4. Charted: How the supply chain broke
This New York Times graphic by Lazaro Gamio, an Axios alumnus, and Peter Goodman, global economics correspondent, tells 14 stories in one.
- The Smart Brevity: At the beginning of the pandemic, companies assumed demand would drop sharply ... Instead, we shopped online and demand soared ... China shipped PPE in containers that piled up around the world, when they were needed in China ... U.S. ports seized up from all the incoming goods ... Shortages of one thing turned into shortages of another ... Toyota's widely adopted "just in time" model meant companies hadn't stockpiled parts and raw materials.
Connect the 14 dots (subscription).
5. 💡 Axios vows to save local news
Thank you for the massive response to yesterday's special email from Axios CEO Jim VandeHei unveiling our Axios Local manifesto + this year's expansion plan.
- Axios Local does for your hometown — or soon will — what Axios AM does for the world: Our reporters on the ground make their neighbors smarter, faster about how the community is changing.
Why it matters: Axios is solving a problem so many of you feel acutely — the decline for local journalism. For years, people were convinced there was no high quality economically viable solution. Now there is.

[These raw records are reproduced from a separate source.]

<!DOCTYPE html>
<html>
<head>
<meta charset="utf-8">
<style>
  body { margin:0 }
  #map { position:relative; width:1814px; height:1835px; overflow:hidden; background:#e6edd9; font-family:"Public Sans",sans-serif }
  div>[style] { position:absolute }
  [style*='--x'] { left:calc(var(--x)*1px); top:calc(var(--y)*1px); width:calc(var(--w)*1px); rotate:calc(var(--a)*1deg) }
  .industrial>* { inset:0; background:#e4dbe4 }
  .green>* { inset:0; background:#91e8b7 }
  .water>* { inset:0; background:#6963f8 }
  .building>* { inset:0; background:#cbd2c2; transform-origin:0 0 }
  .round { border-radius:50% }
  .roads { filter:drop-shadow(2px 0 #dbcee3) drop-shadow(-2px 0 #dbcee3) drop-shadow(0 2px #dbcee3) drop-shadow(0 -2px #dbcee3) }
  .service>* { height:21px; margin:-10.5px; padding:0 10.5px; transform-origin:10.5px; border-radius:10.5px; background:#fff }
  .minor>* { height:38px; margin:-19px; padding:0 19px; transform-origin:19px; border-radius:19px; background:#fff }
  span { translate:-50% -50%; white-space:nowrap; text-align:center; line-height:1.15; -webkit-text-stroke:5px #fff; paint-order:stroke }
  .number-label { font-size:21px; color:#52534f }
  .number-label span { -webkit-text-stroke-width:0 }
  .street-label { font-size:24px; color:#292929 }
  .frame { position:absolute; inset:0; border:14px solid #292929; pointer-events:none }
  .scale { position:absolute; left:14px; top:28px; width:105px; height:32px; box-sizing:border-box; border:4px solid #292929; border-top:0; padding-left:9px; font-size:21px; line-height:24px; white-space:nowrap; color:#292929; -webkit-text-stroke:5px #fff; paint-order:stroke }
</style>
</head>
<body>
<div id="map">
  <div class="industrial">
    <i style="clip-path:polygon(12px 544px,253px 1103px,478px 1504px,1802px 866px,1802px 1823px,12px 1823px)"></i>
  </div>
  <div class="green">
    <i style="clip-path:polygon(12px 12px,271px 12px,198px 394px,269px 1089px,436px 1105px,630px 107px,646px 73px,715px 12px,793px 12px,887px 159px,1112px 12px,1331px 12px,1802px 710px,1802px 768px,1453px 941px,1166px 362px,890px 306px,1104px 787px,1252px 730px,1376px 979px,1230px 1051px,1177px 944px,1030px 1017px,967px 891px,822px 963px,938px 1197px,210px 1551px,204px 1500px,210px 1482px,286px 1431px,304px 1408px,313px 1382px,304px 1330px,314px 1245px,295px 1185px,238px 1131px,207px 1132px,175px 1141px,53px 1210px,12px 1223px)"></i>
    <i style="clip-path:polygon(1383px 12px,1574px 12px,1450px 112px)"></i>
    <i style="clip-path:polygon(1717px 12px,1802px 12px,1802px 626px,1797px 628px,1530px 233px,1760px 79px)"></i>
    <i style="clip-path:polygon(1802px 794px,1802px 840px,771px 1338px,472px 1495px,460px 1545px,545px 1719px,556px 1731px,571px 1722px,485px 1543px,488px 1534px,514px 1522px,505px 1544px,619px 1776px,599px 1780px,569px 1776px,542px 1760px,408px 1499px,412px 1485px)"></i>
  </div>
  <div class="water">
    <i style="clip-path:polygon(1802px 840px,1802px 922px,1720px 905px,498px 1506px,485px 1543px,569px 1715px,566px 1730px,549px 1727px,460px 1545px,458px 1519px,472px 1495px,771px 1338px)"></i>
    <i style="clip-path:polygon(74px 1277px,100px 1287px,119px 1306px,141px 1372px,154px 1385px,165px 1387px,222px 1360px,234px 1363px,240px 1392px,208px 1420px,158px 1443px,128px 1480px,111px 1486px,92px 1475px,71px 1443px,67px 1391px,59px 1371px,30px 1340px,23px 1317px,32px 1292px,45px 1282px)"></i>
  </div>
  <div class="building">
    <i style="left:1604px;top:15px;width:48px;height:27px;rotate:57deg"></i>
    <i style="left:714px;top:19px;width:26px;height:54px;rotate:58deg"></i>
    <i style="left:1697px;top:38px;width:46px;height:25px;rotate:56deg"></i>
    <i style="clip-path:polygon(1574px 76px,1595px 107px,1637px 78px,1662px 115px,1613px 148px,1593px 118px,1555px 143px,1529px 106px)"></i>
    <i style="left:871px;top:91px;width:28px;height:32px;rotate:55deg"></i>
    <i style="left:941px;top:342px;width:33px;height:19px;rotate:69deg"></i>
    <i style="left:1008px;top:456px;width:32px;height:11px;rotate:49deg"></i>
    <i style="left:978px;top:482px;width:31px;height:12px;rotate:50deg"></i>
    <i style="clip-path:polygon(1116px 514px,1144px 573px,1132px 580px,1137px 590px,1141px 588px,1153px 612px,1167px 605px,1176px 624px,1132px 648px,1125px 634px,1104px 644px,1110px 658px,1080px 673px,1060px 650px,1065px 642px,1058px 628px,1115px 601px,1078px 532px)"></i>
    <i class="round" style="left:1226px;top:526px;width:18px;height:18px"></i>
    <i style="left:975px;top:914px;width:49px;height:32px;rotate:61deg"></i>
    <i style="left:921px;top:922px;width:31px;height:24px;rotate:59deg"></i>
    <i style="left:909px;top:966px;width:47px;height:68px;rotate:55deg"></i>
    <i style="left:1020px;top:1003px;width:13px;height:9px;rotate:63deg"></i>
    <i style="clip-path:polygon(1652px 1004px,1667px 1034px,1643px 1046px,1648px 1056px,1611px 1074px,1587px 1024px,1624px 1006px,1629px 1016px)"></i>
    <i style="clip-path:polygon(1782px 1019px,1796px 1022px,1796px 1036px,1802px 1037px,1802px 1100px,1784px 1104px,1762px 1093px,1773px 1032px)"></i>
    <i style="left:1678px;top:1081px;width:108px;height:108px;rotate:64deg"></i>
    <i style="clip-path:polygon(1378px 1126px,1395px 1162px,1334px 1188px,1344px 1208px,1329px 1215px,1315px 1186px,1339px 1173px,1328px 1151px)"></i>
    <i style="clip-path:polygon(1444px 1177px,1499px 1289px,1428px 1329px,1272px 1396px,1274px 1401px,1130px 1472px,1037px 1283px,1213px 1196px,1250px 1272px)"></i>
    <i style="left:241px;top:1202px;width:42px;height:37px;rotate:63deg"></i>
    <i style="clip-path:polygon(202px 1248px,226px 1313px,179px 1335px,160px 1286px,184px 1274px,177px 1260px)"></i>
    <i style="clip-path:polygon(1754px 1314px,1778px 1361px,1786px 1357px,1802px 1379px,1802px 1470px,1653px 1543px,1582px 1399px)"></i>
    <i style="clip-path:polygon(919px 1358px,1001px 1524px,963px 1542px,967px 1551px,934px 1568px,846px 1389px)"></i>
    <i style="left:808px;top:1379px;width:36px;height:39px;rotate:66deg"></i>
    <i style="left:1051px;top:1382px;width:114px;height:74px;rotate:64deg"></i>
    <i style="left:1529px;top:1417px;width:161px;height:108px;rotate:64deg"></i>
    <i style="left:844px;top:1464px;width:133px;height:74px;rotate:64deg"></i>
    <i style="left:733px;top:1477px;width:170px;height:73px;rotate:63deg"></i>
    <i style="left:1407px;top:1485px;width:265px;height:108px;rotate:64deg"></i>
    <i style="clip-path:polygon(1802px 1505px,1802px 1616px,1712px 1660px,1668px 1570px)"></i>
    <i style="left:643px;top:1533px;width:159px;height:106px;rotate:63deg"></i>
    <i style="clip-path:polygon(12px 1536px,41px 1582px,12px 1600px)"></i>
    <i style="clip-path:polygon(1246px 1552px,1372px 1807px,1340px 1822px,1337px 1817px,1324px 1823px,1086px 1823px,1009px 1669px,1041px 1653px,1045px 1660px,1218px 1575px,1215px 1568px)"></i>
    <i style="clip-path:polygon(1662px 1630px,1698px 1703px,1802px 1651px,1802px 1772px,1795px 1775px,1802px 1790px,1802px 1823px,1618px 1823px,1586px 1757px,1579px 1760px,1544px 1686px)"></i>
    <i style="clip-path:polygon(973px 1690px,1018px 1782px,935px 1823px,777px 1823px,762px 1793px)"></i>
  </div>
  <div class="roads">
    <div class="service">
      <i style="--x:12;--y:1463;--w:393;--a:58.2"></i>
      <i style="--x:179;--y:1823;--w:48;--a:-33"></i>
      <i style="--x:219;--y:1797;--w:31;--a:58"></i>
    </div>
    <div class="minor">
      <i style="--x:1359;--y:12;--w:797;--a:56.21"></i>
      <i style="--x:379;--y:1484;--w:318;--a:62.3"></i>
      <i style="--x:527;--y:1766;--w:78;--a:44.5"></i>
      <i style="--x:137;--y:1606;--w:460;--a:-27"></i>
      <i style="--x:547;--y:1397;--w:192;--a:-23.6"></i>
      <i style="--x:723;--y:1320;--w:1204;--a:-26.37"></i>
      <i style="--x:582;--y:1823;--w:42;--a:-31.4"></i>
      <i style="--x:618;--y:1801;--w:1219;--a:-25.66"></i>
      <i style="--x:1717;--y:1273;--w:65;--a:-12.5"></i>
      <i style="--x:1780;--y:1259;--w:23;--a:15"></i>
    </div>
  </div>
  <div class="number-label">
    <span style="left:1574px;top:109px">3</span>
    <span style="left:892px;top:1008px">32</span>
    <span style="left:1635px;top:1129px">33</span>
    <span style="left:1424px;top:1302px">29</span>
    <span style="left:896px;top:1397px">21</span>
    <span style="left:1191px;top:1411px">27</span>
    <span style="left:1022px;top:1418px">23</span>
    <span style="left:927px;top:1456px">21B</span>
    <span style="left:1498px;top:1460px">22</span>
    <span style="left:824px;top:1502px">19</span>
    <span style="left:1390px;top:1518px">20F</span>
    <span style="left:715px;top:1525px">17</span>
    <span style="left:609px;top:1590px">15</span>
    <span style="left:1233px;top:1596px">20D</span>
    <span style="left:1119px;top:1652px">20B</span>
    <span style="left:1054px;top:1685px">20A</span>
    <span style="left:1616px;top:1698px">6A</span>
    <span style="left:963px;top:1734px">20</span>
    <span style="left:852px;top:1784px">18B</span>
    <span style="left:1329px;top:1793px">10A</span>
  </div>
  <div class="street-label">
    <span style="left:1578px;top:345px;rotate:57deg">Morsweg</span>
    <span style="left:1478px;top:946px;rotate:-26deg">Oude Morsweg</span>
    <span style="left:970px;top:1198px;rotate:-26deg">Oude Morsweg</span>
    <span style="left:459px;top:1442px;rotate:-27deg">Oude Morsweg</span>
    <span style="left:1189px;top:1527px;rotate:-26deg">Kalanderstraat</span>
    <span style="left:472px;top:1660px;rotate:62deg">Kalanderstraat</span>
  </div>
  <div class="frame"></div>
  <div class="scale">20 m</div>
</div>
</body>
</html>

Situational awareness: 14 cities, from Twin Cities to Tampa Bay, now have Axios Local teams bringing them an AM-style morning newsletter, plus alerts, guides and more.
- This year, we'll add 11 more cities, from Seattle to Miami ... Phoenix to Boston.
Our theory of the case: Every city and town is reinventing itself (or being reluctantly reinvented) because of technology and the explosion of work-from-anywhere possibilities.
- Think of the change unfolding in your backyard — where and how you work, live, communicate, travel, study, eat and work out.
How you can help: Sign up for our current Axios Local cities, or be the first to learn about expansions.
- If you’re a great local journalist interested in joining our crusade, email Danielle Jones, [email protected].
- If you run a business that wants to reach a city's most active, engaged citizens, connect with Axios chief business officer, Fabricio Drumond, [email protected].
- If you're a philanthropist, we'd love your clever ideas for bringing this concept to smaller towns, especially news deserts, faster. Email VandeHei: [email protected].
- Questions? Just hit "reply" on this email, or write me at [email protected].
6. 📷 Snow falls where fire raged
Above, Viliam Klein, whose home burned in a wildfire, picks through the ashes on his property in Superior, Colo., yesterday.
🗞️ The Boulder Daily Camera headline is: "Pretty unreal."
- "The precipitation on Friday and Saturday was a welcome relief for those fighting the fire. Still, it made for a bizarre dichotomy as the powdery snow covered the charred remains of homes that days earlier were engulfed in flames," the paper reports.